Entities and the knowledge graph
Machines do not think in keywords. They think in entities: real things with names, attributes, and relationships. Making your entity unmistakable is the quiet thing that decides whether you get cited.
When an AI reads about your brand, it is trying to resolve you to an entity it already knows, the same way a person matches a name to a face. If it can do that confidently, it can talk about you. If it cannot tell whether the brand on your site is the one on LinkedIn is the one in that article, it hedges or skips you.
That resolution runs on a knowledge graph: a map of entities and how they relate. Your job is to make your node in that graph clear and consistent, so machines stop guessing.
How to make your entity unmistakable
One name, used the same way everywhere
Inconsistent naming is the most common reason a brand reads as two uncertain entities instead of one confident one. Pick the canonical form and use it on your site, your profiles, and in how others refer to you.

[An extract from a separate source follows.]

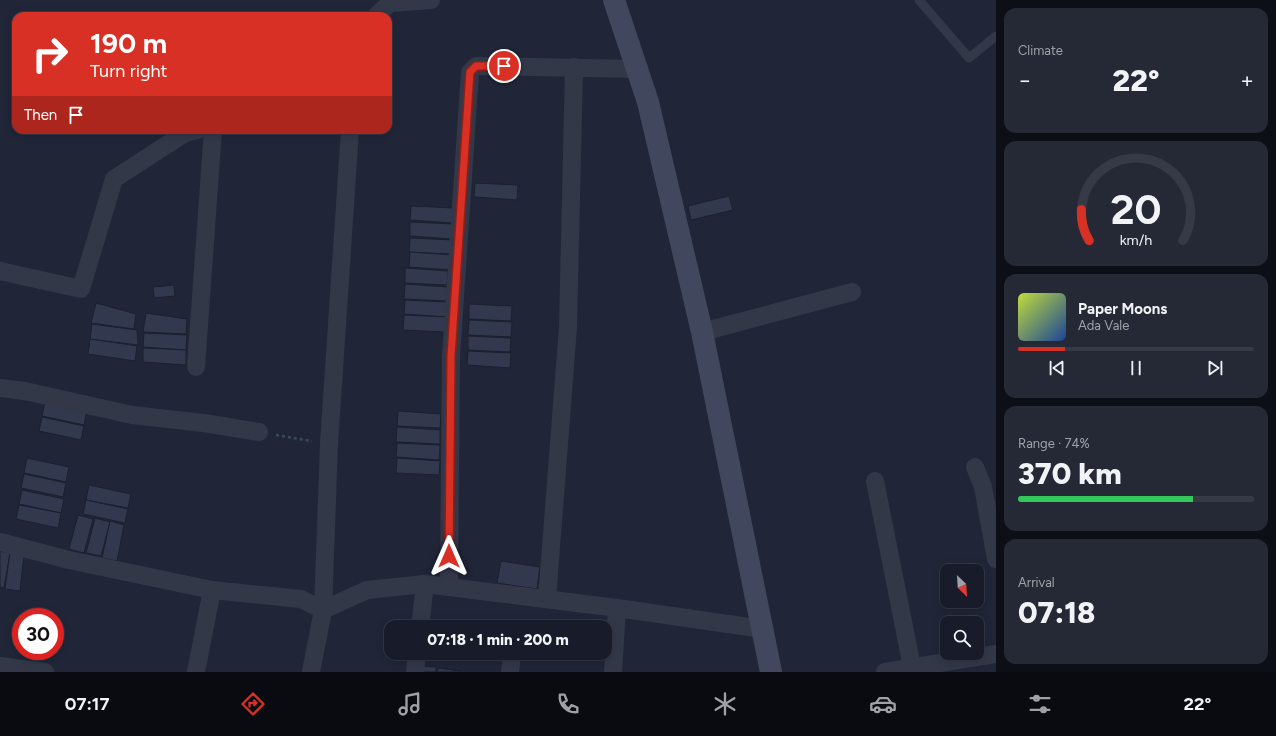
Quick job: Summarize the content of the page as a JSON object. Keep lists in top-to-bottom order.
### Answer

Organization schema with sameAs
Declare your entity with Organization schema and link every profile you control with sameAs. You are handing the machine the map instead of making it draw one. Grab a ready block from the schema templates.
Facts that match across the web
Your category, what you do, and your core claims should be identical wherever they appear. Consistency reads as reliability, and reliability is what earns a citation. This is the backbone of generative engine optimization.